## What this task involves:
If a line in the data below contains the word "origin", copy it out.
* * *
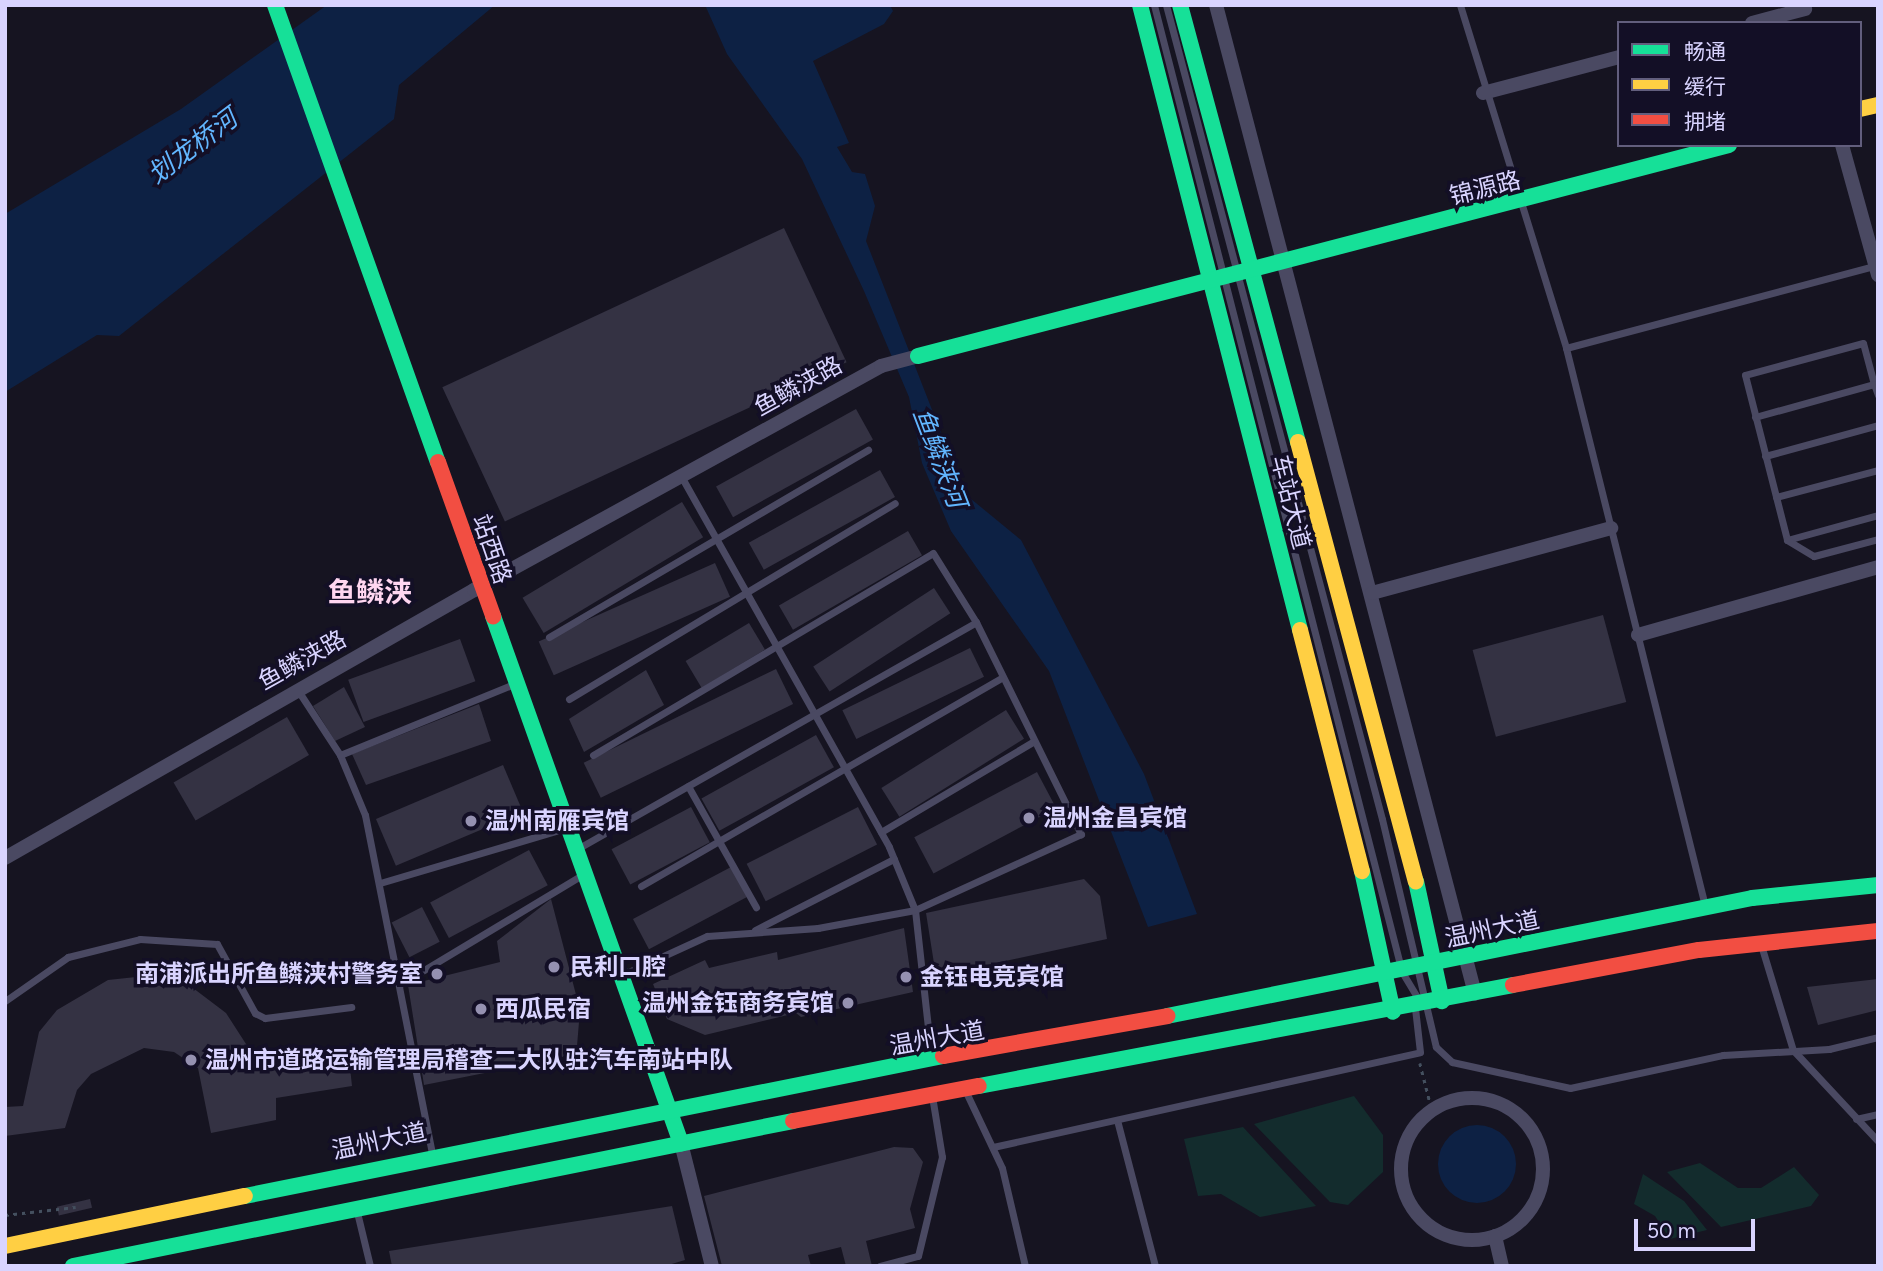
<!DOCTYPE html>
<html>
<head>
<meta charset="utf-8">
<style>
  body { margin:0 }
  #map { position:relative; width:1883px; height:1271px; overflow:hidden; background:#161421; font-family:Figtree,"Noto Sans SC",sans-serif }
  div>[style] { position:absolute }
  [style*='--x'] { left:calc(var(--x)*1px); top:calc(var(--y)*1px); width:calc(var(--w)*1px); rotate:calc(var(--a)*1deg) }
  .green>* { inset:0; background:#132c2d }
  .water>* { inset:0; background:#0d2144 }
  .round { border-radius:50% }
  .building>* { inset:0; background:#343243; transform-origin:0 0 }
  .path>* { height:2.5px; margin-top:-1.25px; transform-origin:0; background:repeating-linear-gradient(90deg,#44505f 0 3.5px,transparent 0 8.5px) }
  .lane>* { height:7px; margin:-3.5px; padding:0 3.5px; transform-origin:3.5px; border-radius:3.5px; background:#4a4962 }
  .street>* { height:14px; margin:-7px; padding:0 7px; transform-origin:7px; border-radius:7px; background:#4a4962 }
  .street>.ring { margin:-7px; padding:0; box-sizing:content-box; background:none; border:14px solid #4a4962; border-radius:50% }
  .fast>* { height:16px; margin:-8px; padding:0 8px; transform-origin:8px; border-radius:8px; background:#16e098 }
  .slow>* { height:16px; margin:-8px; padding:0 8px; transform-origin:8px; border-radius:8px; background:#ffcf43 }
  .jam>* { height:16px; margin:-8px; padding:0 8px; transform-origin:8px; border-radius:8px; background:#f24e42 }
  .dots>* { width:19px; height:19px; translate:-50% -50%; box-sizing:border-box; border:4px solid #130f26; border-radius:50% }
  span { translate:-50% -50%; white-space:nowrap; text-align:center; line-height:1.15; -webkit-text-stroke:7px #130f26; paint-order:stroke }
  .street-label { font-size:24px; color:#d9d4ff }
  .poi-label { font-size:24px; color:#d9d4ff; font-weight:700 }
  .left { translate:0 -50%; text-align:left }
  .right { translate:-100% -50%; text-align:right }
  .water-label { font-size:26px; color:#62b6ff; font-style:italic }
  .quarter-label { font-size:28px; color:#ffd6f0; font-weight:700 }
  .frame { position:absolute; inset:0; border:7px solid #d9d4ff; pointer-events:none }
  .legend { position:absolute; left:1617px; top:21px; width:245px; height:126px; box-sizing:border-box; background:#130f26; border:2px solid #625e7d; margin:0; padding:9px 12px; list-style:none; font-size:21px; color:#d9d4ff }
  .legend li { display:flex; align-items:center; gap:14px; height:35px }
  .legend b { width:35px; border:2px solid #625e7d }
  .scale { position:absolute; left:1634px; top:1219px; width:121px; height:32px; box-sizing:border-box; border:4px solid #d9d4ff; border-top:0; padding-left:9px; font-size:21px; line-height:24px; white-space:nowrap; color:#d9d4ff; -webkit-text-stroke:5px #130f26; paint-order:stroke }
</style>
</head>
<body>
<div id="map">
  <div class="green">
    <i style="clip-path:polygon(1354px 1096px,1383px 1135px,1383px 1172px,1348px 1205px,1330px 1202px,1254px 1124px)"></i>
    <i style="clip-path:polygon(1243px 1127px,1316px 1206px,1260px 1217px,1221px 1194px,1198px 1196px,1184px 1139px)"></i>
    <i style="clip-path:polygon(1700px 1163px,1738px 1188px,1761px 1188px,1794px 1167px,1819px 1195px,1811px 1206px,1721px 1227px,1667px 1172px)"></i>
    <i style="clip-path:polygon(1643px 1174px,1684px 1201px,1707px 1230px,1670px 1239px,1655px 1216px,1634px 1204px)"></i>
  </div>
  <div class="water">
    <i style="clip-path:polygon(327px 5px,495px 5px,399px 85px,394px 119px,119px 336px,97px 335px,5px 392px,5px 214px,181px 109px)"></i>
    <i style="clip-path:polygon(705px 5px,890px 5px,893px 11px,884px 24px,813px 61px,849px 143px,837px 147px,852px 172px,865px 174px,875px 206px,866px 241px,965px 494px,1021px 540px,1144px 774px,1197px 914px,1148px 927px,1049px 671px,951px 531px,922px 463px,909px 397px,864px 291px,802px 159px,727px 54px)"></i>
    <i class="round" style="left:1438px;top:1125px;width:78px;height:78px"></i>
  </div>
  <div class="building">
    <i style="left:784px;top:228px;width:148px;height:377px;rotate:65deg"></i>
    <i style="left:856px;top:409px;width:35px;height:160px;rotate:61deg"></i>
    <i style="left:880px;top:470px;width:31px;height:150px;rotate:61deg"></i>
    <i style="left:682px;top:502px;width:41px;height:186px;rotate:59deg"></i>
    <i style="left:908px;top:531px;width:28px;height:149px;rotate:60deg"></i>
    <i style="left:715px;top:563px;width:37px;height:193px;rotate:66deg"></i>
    <i style="left:934px;top:588px;width:30px;height:144px;rotate:57deg"></i>
    <i style="left:1603px;top:615px;width:90px;height:135px;rotate:75deg"></i>
    <i style="left:749px;top:623px;width:31px;height:74px;rotate:59deg"></i>
    <i style="left:460px;top:639px;width:45px;height:119px;rotate:70deg"></i>
    <i style="left:970px;top:648px;width:32px;height:142px;rotate:64deg"></i>
    <i style="left:776px;top:669px;width:39px;height:214px;rotate:64deg"></i>
    <i style="clip-path:polygon(646px 670px,664px 705px,584px 752px,569px 719px)"></i>
    <i style="clip-path:polygon(344px 687px,365px 727px,335px 741px,313px 706px)"></i>
    <i style="clip-path:polygon(479px 704px,491px 741px,366px 785px,352px 754px)"></i>
    <i style="left:1006px;top:710px;width:34px;height:147px;rotate:58deg"></i>
    <i style="left:287px;top:717px;width:44px;height:131px;rotate:60deg"></i>
    <i style="left:816px;top:735px;width:37px;height:131px;rotate:61deg"></i>
    <i style="left:503px;top:765px;width:51px;height:138px;rotate:67deg"></i>
    <i style="left:1037px;top:772px;width:41px;height:139px;rotate:62deg"></i>
    <i style="left:691px;top:807px;width:40px;height:90px;rotate:62deg"></i>
    <i style="left:858px;top:807px;width:42px;height:125px;rotate:63deg"></i>
    <i style="left:529px;top:850px;width:40px;height:112px;rotate:62deg"></i>
    <i style="left:731px;top:867px;width:34px;height:111px;rotate:62deg"></i>
    <i style="clip-path:polygon(1084px 879px,1100px 896px,1107px 939px,936px 976px,926px 913px)"></i>
    <i style="clip-path:polygon(551px 899px,580px 1010px,577px 1046px,561px 1058px,424px 1085px,408px 985px,500px 962px,497px 941px)"></i>
    <i style="left:422px;top:907px;width:39px;height:34px;rotate:63deg"></i>
    <i style="clip-path:polygon(904px 928px,913px 992px,801px 1017px,796px 1013px,705px 1035px,667px 1019px,653px 984px,705px 960px,709px 968px,777px 952px,778px 960px)"></i>
    <i style="clip-path:polygon(136px 977px,193px 988px,226px 1013px,257px 1061px,348px 1049px,352px 1086px,276px 1098px,276px 1120px,211px 1133px,198px 1068px,174px 1052px,144px 1048px,91px 1074px,77px 1090px,65px 1128px,5px 1136px,5px 1107px,23px 1106px,39px 1032px,57px 1010px,108px 980px)"></i>
    <i style="clip-path:polygon(1878px 979px,1878px 1010px,1818px 1025px,1807px 987px)"></i>
    <i style="clip-path:polygon(894px 1147px,913px 1148px,923px 1162px,910px 1209px,915px 1228px,866px 1241px,872px 1266px,846px 1266px,841px 1247px,808px 1255px,811px 1266px,722px 1266px,704px 1196px)"></i>
    <i style="left:90px;top:1199px;width:9px;height:34px;rotate:77deg"></i>
    <i style="clip-path:polygon(672px 1206px,685px 1260px,665px 1266px,392px 1266px,389px 1251px)"></i>
  </div>
  <div class="path">
    <i style="--x:1420;--y:1063;--w:49;--a:75.7"></i>
    <i style="--x:5;--y:1215;--w:71;--a:-6.4"></i>
  </div>
  <div class="lane">
    <i style="--x:1154;--y:5;--w:998;--a:75.62"></i>
    <i style="--x:1402;--y:972;--w:33;--a:59"></i>
    <i style="--x:1166;--y:5;--w:842;--a:75.14"></i>
    <i style="--x:1382;--y:819;--w:234;--a:76.7"></i>
    <i style="--x:1436;--y:1047;--w:22;--a:43"></i>
    <i style="--x:1452;--y:1062;--w:121;--a:12.4"></i>
    <i style="--x:1570;--y:1088;--w:157;--a:-12.2"></i>
    <i style="--x:1723;--y:1055;--w:106;--a:-3.2"></i>
    <i style="--x:1829;--y:1049;--w:50;--a:-13.8"></i>
    <i style="--x:1460;--y:5;--w:359;--a:72.8"></i>
    <i style="--x:1566;--y:348;--w:575;--a:76.01"></i>
    <i style="--x:1566;--y:348;--w:322;--a:-14.9"></i>
    <i style="--x:1874;--y:384;--w:42;--a:-105"></i>
    <i style="--x:1863;--y:343;--w:122;--a:164.8"></i>
    <i style="--x:1745;--y:375;--w:170;--a:75.7"></i>
    <i style="--x:1787;--y:540;--w:94;--a:-15.4"></i>
    <i style="--x:1755;--y:417;--w:123;--a:-15.5"></i>
    <i style="--x:1874;--y:384;--w:12;--a:70"></i>
    <i style="--x:1765;--y:456;--w:117;--a:-15.3"></i>
    <i style="--x:681;--y:476;--w:425;--a:60.7"></i>
    <i style="--x:889;--y:847;--w:68;--a:67.6"></i>
    <i style="--x:915;--y:910;--w:146;--a:83.7"></i>
    <i style="--x:1776;--y:497;--w:106;--a:-14.8"></i>
    <i style="--x:1787;--y:540;--w:31;--a:31"></i>
    <i style="--x:1814;--y:556;--w:66;--a:-14.9"></i>
    <i style="--x:549;--y:637;--w:370;--a:-30.4"></i>
    <i style="--x:297;--y:689;--w:79;--a:56.9"></i>
    <i style="--x:340;--y:755;--w:65;--a:67.4"></i>
    <i style="--x:365;--y:815;--w:345;--a:78.8"></i>
    <i style="--x:569;--y:699;--w:380;--a:-31"></i>
    <i style="--x:340;--y:755;--w:188;--a:-22.2"></i>
    <i style="--x:593;--y:755;--w:395;--a:-30.7"></i>
    <i style="--x:933;--y:553;--w:81;--a:58.1"></i>
    <i style="--x:976;--y:622;--w:237;--a:63.7"></i>
    <i style="--x:1081;--y:834;--w:183;--a:155.4"></i>
    <i style="--x:915;--y:910;--w:99;--a:169.5"></i>
    <i style="--x:818;--y:928;--w:111;--a:175.9"></i>
    <i style="--x:707;--y:936;--w:91;--a:155.4"></i>
    <i style="--x:688;--y:786;--w:139;--a:60.7"></i>
    <i style="--x:881;--y:832;--w:178;--a:-30.7"></i>
    <i style="--x:577;--y:849;--w:459;--a:-29.6"></i>
    <i style="--x:380;--y:883;--w:194;--a:-16.5"></i>
    <i style="--x:641;--y:886;--w:416;--a:-30"></i>
    <i style="--x:755;--y:930;--w:156;--a:-27.1"></i>
    <i style="--x:1761;--y:945;--w:110;--a:73.1"></i>
    <i style="--x:1793;--y:1050;--w:125;--a:47"></i>
    <i style="--x:399;--y:985;--w:214;--a:-31"></i>
    <i style="--x:5;--y:1001;--w:77;--a:-34.9"></i>
    <i style="--x:68;--y:957;--w:74;--a:-14"></i>
    <i style="--x:140;--y:939;--w:77;--a:3.7"></i>
    <i style="--x:217;--y:944;--w:79;--a:61.2"></i>
    <i style="--x:255;--y:1013;--w:11;--a:27"></i>
    <i style="--x:265;--y:1018;--w:87;--a:-7.3"></i>
    <i style="--x:965;--y:1090;--w:86;--a:64.6"></i>
    <i style="--x:1002;--y:1168;--w:101;--a:76.8"></i>
    <i style="--x:1856;--y:1119;--w:23;--a:-13"></i>
    <i style="--x:1117;--y:1120;--w:151;--a:75.4"></i>
    <i style="--x:993;--y:1147;--w:437;--a:-12.5"></i>
    <i style="--x:1420;--y:1052;--w:44;--a:-96.5"></i>
    <i style="--x:356;--y:1208;--w:60;--a:76.4"></i>
    <i style="--x:880;--y:1266;--w:39;--a:-15"></i>
    <i style="--x:918;--y:1256;--w:102;--a:-76.4"></i>
    <i style="--x:942;--y:1157;--w:62;--a:-99.3"></i>
  </div>
  <div class="street">
    <i style="--x:1216;--y:5;--w:1022;--a:75.32"></i>
    <i style="--x:1752;--y:23;--w:55;--a:-14.8"></i>
    <i style="--x:1483;--y:93;--w:141;--a:-14.8"></i>
    <i style="--x:1842;--y:145;--w:135;--a:74.5"></i>
    <i style="--x:1372;--y:593;--w:248;--a:-15.2"></i>
    <i style="--x:1638;--y:635;--w:249;--a:-15.8"></i>
    <i style="--x:5;--y:858;--w:540;--a:-29.74"></i>
    <i style="--x:474;--y:590;--w:465;--a:-28.8"></i>
    <i style="--x:881;--y:366;--w:38;--a:-15"></i>
    <i class="ring" style="left:1401px;top:1098px;width:128px;height:128px"></i>
    <i style="--x:681;--y:1143;--w:127;--a:75.9"></i>
    <i style="--x:1495;--y:1236;--w:31;--a:77"></i>
  </div>
  <div class="fast">
    <i style="--x:275;--y:5;--w:485;--a:70.4"></i>
    <i style="--x:1140;--y:5;--w:645;--a:75.64"></i>
    <i style="--x:1180;--y:5;--w:453;--a:74.9"></i>
    <i style="--x:918;--y:356;--w:838;--a:-14.58"></i>
    <i style="--x:493;--y:616;--w:560;--a:70.37"></i>
    <i style="--x:1362;--y:871;--w:144;--a:77.6"></i>
    <i style="--x:1416;--y:881;--w:123;--a:77.8"></i>
    <i style="--x:1167;--y:1016;--w:597;--a:-11.4"></i>
    <i style="--x:1752;--y:898;--w:127;--a:-5.9"></i>
    <i style="--x:979;--y:1086;--w:543;--a:-10.71"></i>
    <i style="--x:245;--y:1196;--w:712;--a:-11.34"></i>
    <i style="--x:73;--y:1266;--w:734;--a:-11.39"></i>
  </div>
  <div class="slow">
    <i style="--x:1860;--y:109;--w:18;--a:-13"></i>
    <i style="--x:1298;--y:442;--w:455;--a:75"></i>
    <i style="--x:1300;--y:630;--w:249;--a:75.6"></i>
    <i style="--x:5;--y:1246;--w:245;--a:-11.8"></i>
  </div>
  <div class="jam">
    <i style="--x:438;--y:462;--w:164;--a:70.3"></i>
    <i style="--x:1513;--y:985;--w:189;--a:-10.7"></i>
    <i style="--x:1699;--y:950;--w:180;--a:-6.1"></i>
    <i style="--x:943;--y:1056;--w:228;--a:-10.1"></i>
    <i style="--x:793;--y:1121;--w:189;--a:-10.7"></i>
  </div>
  <div class="dots">
    <i style="left:1029px;top:818px;background:#9591b1"></i>
    <i style="left:471px;top:821px;background:#9591b1"></i>
    <i style="left:554px;top:967px;background:#9591b1"></i>
    <i style="left:437px;top:974px;background:#9591b1"></i>
    <i style="left:906px;top:977px;background:#9591b1"></i>
    <i style="left:848px;top:1003px;background:#9591b1"></i>
    <i style="left:481px;top:1009px;background:#9591b1"></i>
    <i style="left:191px;top:1060px;background:#9591b1"></i>
  </div>
  <div class="street-label">
    <span style="left:1485px;top:188px;rotate:-14deg">锦源路</span>
    <span style="left:798px;top:386px;rotate:-29deg">鱼鳞浃路</span>
    <span style="left:1291px;top:502px;rotate:76deg">车站大道</span>
    <span style="left:492px;top:549px;rotate:71deg">站西路</span>
    <span style="left:302px;top:660px;rotate:-29deg">鱼鳞浃路</span>
    <span style="left:1492px;top:929px;rotate:-12deg">温州大道</span>
    <span style="left:937px;top:1038px;rotate:-10deg">温州大道</span>
    <span style="left:379px;top:1141px;rotate:-12deg">温州大道</span>
  </div>
  <div class="poi-label">
    <span class="left" style="left:1043px;top:818px">温州金昌宾馆</span>
    <span class="left" style="left:485px;top:821px">温州南雁宾馆</span>
    <span class="left" style="left:570px;top:967px">民利口腔</span>
    <span class="right" style="left:423px;top:974px">南浦派出所鱼鳞浃村警务室</span>
    <span class="left" style="left:920px;top:977px">金钰电竞宾馆</span>
    <span class="right" style="left:834px;top:1003px">温州金钰商务宾馆</span>
    <span class="left" style="left:495px;top:1009px">西瓜民宿</span>
    <span class="left" style="left:205px;top:1060px">温州市道路运输管理局稽查二大队驻汽车南站中队</span>
  </div>
  <div class="water-label">
    <span style="left:193px;top:147px;rotate:-37deg">划龙桥河</span>
    <span style="left:939px;top:458px;rotate:69deg">鱼鳞浃河</span>
  </div>
  <div class="quarter-label">
    <span style="left:370px;top:592px">鱼鳞浃</span>
  </div>
  <div class="frame"></div>
  <ul class="legend">
  <li><b style="height:9px;background:#16e098"></b>畅通</li>
  <li><b style="height:9px;background:#ffcf43"></b>缓行</li>
  <li><b style="height:9px;background:#f24e42"></b>拥堵</li>
  </ul>
  <div class="scale">50 m</div>
</div>
</body>
</html>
* * *
## Result:
  .building>* { inset:0; background:#343243; transform-origin:0 0 }
  .path>* { height:2.5px; margin-top:-1.25px; transform-origin:0; background:repeating-linear-gradient(90deg,#44505f 0 3.5px,transparent 0 8.5px) }
  .lane>* { height:7px; margin:-3.5px; padding:0 3.5px; transform-origin:3.5px; border-radius:3.5px; background:#4a4962 }
  .street>* { height:14px; margin:-7px; padding:0 7px; transform-origin:7px; border-radius:7px; background:#4a4962 }
  .fast>* { height:16px; margin:-8px; padding:0 8px; transform-origin:8px; border-radius:8px; background:#16e098 }
  .slow>* { height:16px; margin:-8px; padding:0 8px; transform-origin:8px; border-radius:8px; background:#ffcf43 }
  .jam>* { height:16px; margin:-8px; padding:0 8px; transform-origin:8px; border-radius:8px; background:#f24e42 }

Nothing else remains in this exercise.